M. Christian Cambon, président. - En parlant de statistiques, dispose-t-on d'estimations sur le nombre de soldats russes et ukrainiens morts en Ukraine ?
Colonel Michel Goya. - Il est toujours extrêmement difficile de disposer de chiffres en la matière. Nous avons des indices via les informations sur les destructions de matériels et de véhicules. Le site néerlandais de source ouverte Oryx comptabilise tous les véhicules détruits grâce au recensement de photos. Ces données nous donnent des indices sur la violence des combats et sur les pertes possibles. Selon moi, les Russes doivent avoir perdu environ 80 000 hommes (tués, blessés ou prisonniers), dont à peu près 20 à 30 000 morts. Ces pertes sont donc considérables. C'est un élément fondamental : à partir d'un certain taux de perte, une armée ne progresse plus et commence à se dissoudre. Les unités perdent leur cohésion. Probablement quasiment 1/3 des pertes russes ont eu lieu dans le premier mois de la guerre. L'offensive autour de Kiev a été une catastrophe pour la Russie.

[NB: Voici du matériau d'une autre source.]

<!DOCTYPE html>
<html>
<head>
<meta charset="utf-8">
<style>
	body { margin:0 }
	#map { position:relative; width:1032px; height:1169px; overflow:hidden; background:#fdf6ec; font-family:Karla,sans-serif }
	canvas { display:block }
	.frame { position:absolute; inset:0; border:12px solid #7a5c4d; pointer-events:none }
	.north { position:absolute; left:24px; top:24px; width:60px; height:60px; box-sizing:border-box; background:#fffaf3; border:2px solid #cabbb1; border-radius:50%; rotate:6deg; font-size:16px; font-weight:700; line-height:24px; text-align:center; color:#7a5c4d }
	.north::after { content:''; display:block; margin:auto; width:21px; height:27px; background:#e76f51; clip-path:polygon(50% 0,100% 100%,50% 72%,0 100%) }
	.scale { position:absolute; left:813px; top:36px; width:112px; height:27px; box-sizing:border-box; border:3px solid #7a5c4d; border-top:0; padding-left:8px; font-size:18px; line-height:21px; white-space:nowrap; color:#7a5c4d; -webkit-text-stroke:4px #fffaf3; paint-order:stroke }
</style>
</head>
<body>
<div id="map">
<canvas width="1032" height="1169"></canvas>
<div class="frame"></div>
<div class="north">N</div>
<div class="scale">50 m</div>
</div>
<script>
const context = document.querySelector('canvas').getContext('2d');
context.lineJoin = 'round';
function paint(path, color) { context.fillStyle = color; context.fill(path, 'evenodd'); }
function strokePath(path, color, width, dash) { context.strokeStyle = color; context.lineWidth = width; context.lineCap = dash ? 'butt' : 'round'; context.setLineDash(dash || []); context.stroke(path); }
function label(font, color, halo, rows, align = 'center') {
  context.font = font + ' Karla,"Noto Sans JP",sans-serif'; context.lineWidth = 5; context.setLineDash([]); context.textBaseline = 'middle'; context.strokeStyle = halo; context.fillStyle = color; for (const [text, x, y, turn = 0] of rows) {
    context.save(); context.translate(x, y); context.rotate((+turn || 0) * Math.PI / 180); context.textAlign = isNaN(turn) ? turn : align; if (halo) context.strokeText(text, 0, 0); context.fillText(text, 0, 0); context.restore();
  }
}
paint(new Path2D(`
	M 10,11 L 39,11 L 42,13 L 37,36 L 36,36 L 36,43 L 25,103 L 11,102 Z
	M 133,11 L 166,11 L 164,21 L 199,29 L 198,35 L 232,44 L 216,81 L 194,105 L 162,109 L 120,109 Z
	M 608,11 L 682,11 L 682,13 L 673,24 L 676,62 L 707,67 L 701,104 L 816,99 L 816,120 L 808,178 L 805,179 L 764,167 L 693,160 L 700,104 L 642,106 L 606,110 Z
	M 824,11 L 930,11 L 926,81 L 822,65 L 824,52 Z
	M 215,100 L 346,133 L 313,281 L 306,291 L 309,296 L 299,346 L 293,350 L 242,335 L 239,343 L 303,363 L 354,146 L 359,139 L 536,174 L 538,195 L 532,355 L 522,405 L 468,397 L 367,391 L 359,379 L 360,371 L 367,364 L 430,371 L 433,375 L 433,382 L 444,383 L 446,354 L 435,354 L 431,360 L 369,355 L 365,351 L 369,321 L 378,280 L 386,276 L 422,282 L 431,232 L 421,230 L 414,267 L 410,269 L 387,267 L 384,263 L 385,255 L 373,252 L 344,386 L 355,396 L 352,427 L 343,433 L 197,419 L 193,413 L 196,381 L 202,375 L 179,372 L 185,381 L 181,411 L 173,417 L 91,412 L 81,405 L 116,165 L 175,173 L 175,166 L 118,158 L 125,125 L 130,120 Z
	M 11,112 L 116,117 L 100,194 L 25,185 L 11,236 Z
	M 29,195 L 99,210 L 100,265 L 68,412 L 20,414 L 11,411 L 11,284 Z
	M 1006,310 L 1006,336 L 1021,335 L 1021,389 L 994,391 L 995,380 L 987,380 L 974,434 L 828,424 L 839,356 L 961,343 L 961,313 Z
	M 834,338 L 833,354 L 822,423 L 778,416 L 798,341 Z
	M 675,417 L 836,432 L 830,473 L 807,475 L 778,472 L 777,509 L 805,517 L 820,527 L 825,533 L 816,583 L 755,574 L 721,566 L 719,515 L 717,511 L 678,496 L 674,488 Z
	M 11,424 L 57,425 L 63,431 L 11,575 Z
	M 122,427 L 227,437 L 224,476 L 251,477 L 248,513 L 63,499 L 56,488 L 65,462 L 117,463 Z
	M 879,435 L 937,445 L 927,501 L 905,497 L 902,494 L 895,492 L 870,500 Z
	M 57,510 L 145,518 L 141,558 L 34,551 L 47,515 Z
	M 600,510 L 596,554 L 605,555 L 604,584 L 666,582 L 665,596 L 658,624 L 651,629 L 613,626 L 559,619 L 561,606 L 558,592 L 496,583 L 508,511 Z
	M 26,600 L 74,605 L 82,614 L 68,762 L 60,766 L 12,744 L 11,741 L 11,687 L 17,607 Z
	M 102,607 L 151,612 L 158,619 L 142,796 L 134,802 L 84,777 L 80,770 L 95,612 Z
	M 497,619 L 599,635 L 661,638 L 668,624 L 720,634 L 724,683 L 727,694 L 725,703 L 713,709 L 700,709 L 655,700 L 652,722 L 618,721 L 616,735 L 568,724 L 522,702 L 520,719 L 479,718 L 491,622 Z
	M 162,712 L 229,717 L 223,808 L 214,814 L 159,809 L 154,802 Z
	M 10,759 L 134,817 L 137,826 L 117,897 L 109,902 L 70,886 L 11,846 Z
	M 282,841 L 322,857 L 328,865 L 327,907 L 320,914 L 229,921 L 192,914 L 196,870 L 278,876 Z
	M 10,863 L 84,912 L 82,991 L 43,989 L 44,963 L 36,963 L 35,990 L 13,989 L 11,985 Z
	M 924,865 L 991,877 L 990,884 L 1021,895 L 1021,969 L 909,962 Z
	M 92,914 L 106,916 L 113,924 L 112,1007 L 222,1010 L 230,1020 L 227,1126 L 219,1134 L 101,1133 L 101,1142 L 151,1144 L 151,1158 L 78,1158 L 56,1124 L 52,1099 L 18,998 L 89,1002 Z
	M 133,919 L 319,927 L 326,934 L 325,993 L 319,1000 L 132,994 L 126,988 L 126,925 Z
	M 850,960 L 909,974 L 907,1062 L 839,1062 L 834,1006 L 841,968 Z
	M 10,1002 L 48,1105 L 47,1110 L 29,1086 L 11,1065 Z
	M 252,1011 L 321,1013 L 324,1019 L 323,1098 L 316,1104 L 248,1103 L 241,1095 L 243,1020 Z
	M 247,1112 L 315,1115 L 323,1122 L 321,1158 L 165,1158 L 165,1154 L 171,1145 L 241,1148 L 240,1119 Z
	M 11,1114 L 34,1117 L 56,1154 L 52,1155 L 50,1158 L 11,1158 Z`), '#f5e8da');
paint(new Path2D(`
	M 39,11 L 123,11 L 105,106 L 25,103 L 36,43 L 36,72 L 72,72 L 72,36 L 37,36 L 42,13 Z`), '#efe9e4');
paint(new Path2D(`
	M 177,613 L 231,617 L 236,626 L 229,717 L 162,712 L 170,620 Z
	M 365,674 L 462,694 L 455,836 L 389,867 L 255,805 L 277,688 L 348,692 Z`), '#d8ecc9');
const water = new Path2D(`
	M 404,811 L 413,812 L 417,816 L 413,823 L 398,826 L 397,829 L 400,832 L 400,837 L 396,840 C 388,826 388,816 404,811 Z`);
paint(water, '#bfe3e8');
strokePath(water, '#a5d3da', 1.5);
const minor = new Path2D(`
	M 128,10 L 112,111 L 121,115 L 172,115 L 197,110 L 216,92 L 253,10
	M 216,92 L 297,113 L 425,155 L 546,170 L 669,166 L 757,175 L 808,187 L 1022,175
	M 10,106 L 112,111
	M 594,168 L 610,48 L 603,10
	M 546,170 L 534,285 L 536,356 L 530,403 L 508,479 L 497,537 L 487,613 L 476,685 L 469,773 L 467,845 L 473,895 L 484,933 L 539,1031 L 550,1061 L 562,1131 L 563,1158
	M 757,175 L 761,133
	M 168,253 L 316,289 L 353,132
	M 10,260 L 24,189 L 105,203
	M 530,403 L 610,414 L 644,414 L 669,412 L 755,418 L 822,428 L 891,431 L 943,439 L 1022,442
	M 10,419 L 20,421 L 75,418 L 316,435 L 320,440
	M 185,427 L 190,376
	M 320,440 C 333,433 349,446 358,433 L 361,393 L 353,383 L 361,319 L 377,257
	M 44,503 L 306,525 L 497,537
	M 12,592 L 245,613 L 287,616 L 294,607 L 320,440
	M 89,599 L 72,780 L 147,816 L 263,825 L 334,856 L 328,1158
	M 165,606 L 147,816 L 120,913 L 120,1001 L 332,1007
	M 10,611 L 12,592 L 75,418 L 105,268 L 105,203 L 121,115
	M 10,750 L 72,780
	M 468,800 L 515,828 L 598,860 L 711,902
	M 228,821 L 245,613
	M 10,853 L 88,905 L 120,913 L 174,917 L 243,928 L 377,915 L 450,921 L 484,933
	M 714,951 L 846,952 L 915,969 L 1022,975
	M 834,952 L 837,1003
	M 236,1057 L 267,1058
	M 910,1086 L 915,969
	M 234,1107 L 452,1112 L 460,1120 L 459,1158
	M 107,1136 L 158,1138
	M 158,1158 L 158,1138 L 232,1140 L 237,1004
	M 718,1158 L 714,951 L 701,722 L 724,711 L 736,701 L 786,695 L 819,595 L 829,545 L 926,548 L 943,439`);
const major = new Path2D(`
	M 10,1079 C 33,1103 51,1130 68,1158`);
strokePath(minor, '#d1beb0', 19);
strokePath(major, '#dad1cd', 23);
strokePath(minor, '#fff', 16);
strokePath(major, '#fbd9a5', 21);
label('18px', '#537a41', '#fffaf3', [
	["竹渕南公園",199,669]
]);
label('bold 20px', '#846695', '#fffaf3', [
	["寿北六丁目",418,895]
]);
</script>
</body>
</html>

Coté ukrainien, on estime que les pertes sont sensiblement inférieures. On a néanmoins globalement moins d'informations sur les Ukrainiens que sur les Russes. Ces pertes doivent être de l'ordre de 40 à 50 000 personnes. À la différence de l'armée russe, l'armée ukrainienne est plus volumineuse et elle est davantage capable d'absorber ces pertes. Celles-ci n'ont pas cassé sa dynamique de montée en puissance : 700 000 Ukrainiens ont été mobilisés depuis le début du conflit. A l'inverse, le ratio russe est très défavorable : 80 000 pertes pour des effectifs d'environ 170 000 soldats sous commandement russe. Les Russes ont perdu dans le premier mois de la guerre en Ukraine autant qu'en Afghanistan en 8 ans.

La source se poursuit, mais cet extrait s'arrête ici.